Primeiro a foca, agora a loba
Se há uma coisa que eu detesto, mas realmente não suporto, é gentinha "lobo em pele de cordeiro". OK, você vai dizer, mas quem gosta? Lógico que ninguém gosta, mas eu DETESTO e tenho que expressar aqui esse meu desgostar.
Detesto a loba em pele de cordeiro mais do que detesto gente ruim-ruim-ruim-de-marré-de-si, porque gente ruim-ruim-ruim-de-marré-de-si é ruim e pronto, não fica de lero lero mansinho pra cima dos outros, mas a loba...
Eu gostaria de poder aqui descrever fatos e dar nomes aos bois, mas isso significaria trazer essa pessoa de volta para a minha vida, ainda que vida virtual, e isso é a última coisa que quero. Significa também contar coisas que a pessoa aprontou com outros, o que contraria a minha política de "se não é da minha conta eu não me envolvo". Mas me dá um nó no estômago cada vez que entro num blog e vejo o comentário todo docinho da pessoa, quando sei que por trás da tela, aqui na vida real ( que convenhamos, é a que importa ), a pessoa só tem comentários maldosos e palavras amargas a dizer dos outro ( e para os outros ).

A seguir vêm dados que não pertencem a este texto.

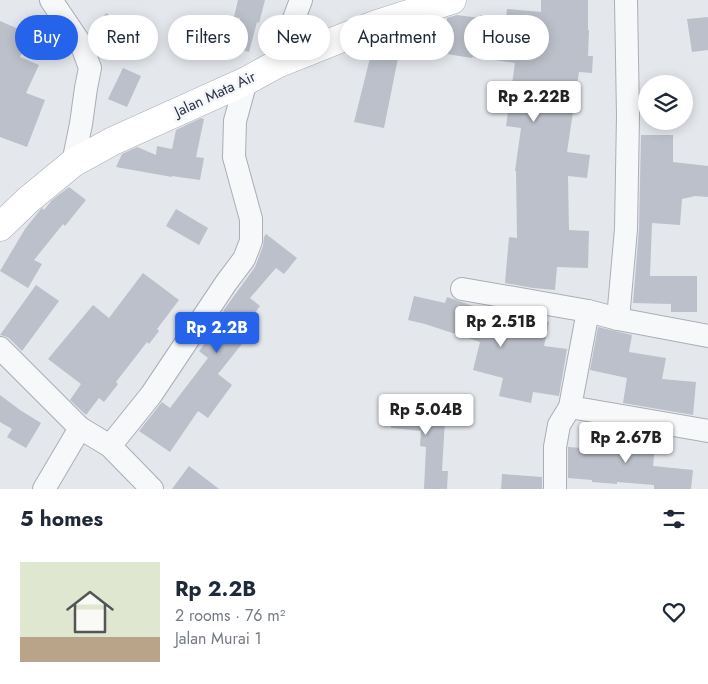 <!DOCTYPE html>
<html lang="en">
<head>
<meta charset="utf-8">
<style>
  body { margin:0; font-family:Jost,sans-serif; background:#f6f6f7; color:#1f2937; height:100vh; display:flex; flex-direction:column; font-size:19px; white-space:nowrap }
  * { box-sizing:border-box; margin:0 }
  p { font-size:16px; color:#747a83 }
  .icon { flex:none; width:28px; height:28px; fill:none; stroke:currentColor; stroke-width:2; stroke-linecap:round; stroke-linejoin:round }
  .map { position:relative; height:489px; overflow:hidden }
  .sheet { display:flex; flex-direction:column; background:#fff; flex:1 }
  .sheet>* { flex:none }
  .banner { position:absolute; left:15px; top:15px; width:679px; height:45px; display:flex; gap:10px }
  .tools { position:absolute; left:638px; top:75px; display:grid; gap:10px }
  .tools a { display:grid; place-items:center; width:55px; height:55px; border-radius:50%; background:#fff; box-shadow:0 2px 12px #0003; font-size:25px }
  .price { position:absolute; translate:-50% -42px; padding:0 11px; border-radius:5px; background:#fff; color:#222; font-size:16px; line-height:32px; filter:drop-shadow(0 1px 2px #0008) }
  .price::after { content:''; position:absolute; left:50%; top:30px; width:15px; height:11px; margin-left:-8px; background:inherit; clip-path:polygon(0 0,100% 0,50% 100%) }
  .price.on { background:#2563eb; color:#fff }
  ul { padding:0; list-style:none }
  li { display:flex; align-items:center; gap:15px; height:125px; padding:0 20px }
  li+li { border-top:1px solid #e0e1e3 }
  li span { display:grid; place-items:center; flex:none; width:140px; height:100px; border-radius:0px; color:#555 }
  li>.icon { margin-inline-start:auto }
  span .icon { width:60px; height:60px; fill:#fffc; stroke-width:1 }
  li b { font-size:21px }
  h2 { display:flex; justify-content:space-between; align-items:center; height:60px; padding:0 20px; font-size:21px }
  .chip { padding:0 18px; border-radius:22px; background:#fff; box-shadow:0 2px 12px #0003; font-size:18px; line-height:45px }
  .chip.on { background:#2563eb; color:#fff }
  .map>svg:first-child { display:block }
  .building { fill:#bbc0ca }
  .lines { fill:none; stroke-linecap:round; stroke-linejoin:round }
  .street-casing { stroke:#a9aeb7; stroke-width:24 }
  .secondary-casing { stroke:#a9aeb7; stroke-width:29 }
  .street { stroke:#f7f8fa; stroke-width:22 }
  .secondary { stroke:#fff; stroke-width:28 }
  .labels { text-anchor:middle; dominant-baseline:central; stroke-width:5; stroke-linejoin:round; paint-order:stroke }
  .street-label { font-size:15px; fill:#2b3445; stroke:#f4f6f9 }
</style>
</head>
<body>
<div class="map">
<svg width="708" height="489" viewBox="0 0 708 489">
  <rect width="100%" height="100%" fill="#e4e7ec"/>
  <!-- building -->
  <g class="building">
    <polygon points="238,0 265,0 259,23 257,22 249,52 233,47 240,18 234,17"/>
    <polygon points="541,0 588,0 588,30 589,30 588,56 593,56 592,73 579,72 567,152 590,155 587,178 568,176 569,230 589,231 588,268 557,267 555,290 533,288 505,283 509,237 517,238 516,171 515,171 521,128 506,126 515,63 472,57 472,58 409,48 414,28 425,25 447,23 447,18 457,15 480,18 480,15 506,19 507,9 541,12"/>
    <polygon points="106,13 134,31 118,55 91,36"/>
    <polygon points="708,17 708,50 692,52 687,19"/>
    <polygon points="0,21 30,34 20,57 39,65 26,93 45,100 27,147 0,137"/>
    <polygon points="377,41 401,43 384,128 354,122 374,42"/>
    <polygon points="123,68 141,76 127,107 108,99"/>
    <polygon points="201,118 204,119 196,157 204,158 200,180 172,176 172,177 116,167 122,154 137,147 156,155 157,146 172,149 176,130"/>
    <polygon points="641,135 673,135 673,162 708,166 708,197 695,196 682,199 680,225 652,223 650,276 697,276 697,312 671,312 671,304 633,303 639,229"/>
    <polygon points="69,187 86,200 65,226 63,224 34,260 42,264 28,288 0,271 25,229 41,209 42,208 44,210 52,200"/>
    <polygon points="176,209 208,228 199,245 166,226"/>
    <polygon points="266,234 297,258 284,274 276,268 250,298 260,306 238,335 245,340 218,374 232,385 208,418 198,411 170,452 139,431 162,402 170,408 208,358 199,351 228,314 223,311 255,267 263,246 264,237"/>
    <polygon points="143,273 179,300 157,329 159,331 149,344 147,342 116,382 118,384 104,402 99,398 86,415 70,400 81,384 48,359 93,305 109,318"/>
    <polygon points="36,285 59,301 22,351 9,338 4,336 0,335"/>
    <polygon points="414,296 445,303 447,297 479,308 472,326 514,336 518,316 549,322 544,346 567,349 559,396 533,392 531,403 499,396 503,378 473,370 480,342 425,324 408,320"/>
    <polygon points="598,327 632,335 629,352 666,358 662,379 696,382 693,415 623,403 627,378 590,370"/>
    <polygon points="0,395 20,410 41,423 26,448 7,437 12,429 0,422"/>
    <polygon points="394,401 423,404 423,401 446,403 442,471 448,471 447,489 424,489 426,447 420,446 421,431 391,428"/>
    <polygon points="626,430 656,435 653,466 693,470 691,489 654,489 654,485 617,482 617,484 592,482 592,480 568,478 568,447 595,449 595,440 625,442"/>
    <polygon points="189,466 219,489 172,489"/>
    <polygon points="502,474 542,477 542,489 501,489"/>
  </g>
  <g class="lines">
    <!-- street casing -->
    <g class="street-casing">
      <g id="street">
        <polyline points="51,0 82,46 90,68 86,88 81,124 73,163"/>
        <polyline points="277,64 301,0"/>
        <polyline points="462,289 588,311 618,319 708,336"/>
        <polyline points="618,319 626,229 628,116 626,0"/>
        <polyline points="0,348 80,428 110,446 152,489"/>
        <polyline points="570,407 708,431"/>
        <polyline points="110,446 151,395 226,283 244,259 251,241 251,219 234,157 235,121 246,81"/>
        <polyline points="44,489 80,428"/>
        <polyline points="555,489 555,447 559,425 570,407 588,311"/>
      </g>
    </g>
    <!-- secondary casing -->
    <g class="secondary-casing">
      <polyline id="secondary" points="0,227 28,200 73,163 113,141 246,81 277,64 377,24 452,0"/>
    </g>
    <!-- street -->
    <use href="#street" class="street"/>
    <!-- secondary -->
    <use href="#secondary" class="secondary"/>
  </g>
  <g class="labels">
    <!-- street labels -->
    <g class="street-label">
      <text transform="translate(215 94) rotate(-25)">Jalan Mata Air</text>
    </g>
  </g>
</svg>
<div class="tools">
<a><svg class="icon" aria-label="layers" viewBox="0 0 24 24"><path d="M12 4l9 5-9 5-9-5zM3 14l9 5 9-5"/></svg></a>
</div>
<b class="price" style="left:534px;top:123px">Rp 2.22B</b>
<b class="price" style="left:501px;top:348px">Rp 2.51B</b>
<b class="price on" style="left:217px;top:354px">Rp 2.2B</b>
<b class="price" style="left:426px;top:436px">Rp 5.04B</b>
<b class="price" style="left:626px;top:464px">Rp 2.67B</b>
<div class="banner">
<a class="chip on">Buy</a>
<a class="chip">Rent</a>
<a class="chip">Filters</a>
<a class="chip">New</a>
<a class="chip">Apartment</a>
<a class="chip">House</a>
</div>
</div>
<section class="sheet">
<h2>5 homes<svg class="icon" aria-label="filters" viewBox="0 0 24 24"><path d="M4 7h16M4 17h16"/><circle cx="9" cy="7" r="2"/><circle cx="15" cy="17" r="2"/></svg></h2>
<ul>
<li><span style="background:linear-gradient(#dfe7d0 75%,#b9a48a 0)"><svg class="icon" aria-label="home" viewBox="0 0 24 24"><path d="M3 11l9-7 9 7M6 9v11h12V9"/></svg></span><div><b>Rp 2.2B</b><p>2 rooms · 76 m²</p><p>Jalan Murai 1</p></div><svg class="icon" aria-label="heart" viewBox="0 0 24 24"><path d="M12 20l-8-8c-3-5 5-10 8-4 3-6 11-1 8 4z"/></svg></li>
</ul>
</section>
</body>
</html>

Por algum tempo, ouvia as "aprontações" dessa pessoa e pensava, ela é louca. Hoje acho que não é loucura, é pobreza de espírito mesmo. Pobreza de espírito porque a pessoa não consegue se alegrar nem que for um pouquinho com as conquistas dos outros. Ao contrário, quando alguém conquista o emprego que ela quer mas não consegue, ou faz os amigos que ela não tem, ou visita lugares onde ela nunca foi, a frustração, a amargura, a pequenice vai tomando conta de qualquer coisa boa que por ventura ela ainda tenha dentro dela. O que eu não entendo é essa necessidade de vestir pele de cordeiro e deixar lá seu comentário todo bonzinho. E se faz de vítima, de injustiçada, choraminga que ela não tem as mesmas oportunidades que os outros tem, mas a verdade é que essa pobreza de espírito toda é como uma nuvem negra a envolvendo, difícil alguém se sentir bem perto dela. A vida de todo mundo vai pra frente com o tempo: empregos, diplomas, filhos, só a dela que continua empacada, sempre na mesma, sempre estacada naquele buraco escuro, anos e anos perseguindo algo que nunca chega. Porquê será, hein? O pior, é que quando a gente vê que finalmente a loba conseguiu o que tanto queria, a gente pensa “ah, agora ela vai melhorar, vai ser mais generosa, vai relevar mais as imperfeições alheias, vai se livrar de vez da nuvem negra de más vibrações, vai ser menos amarga”, mas que nada, a língua ferina continua a mesma.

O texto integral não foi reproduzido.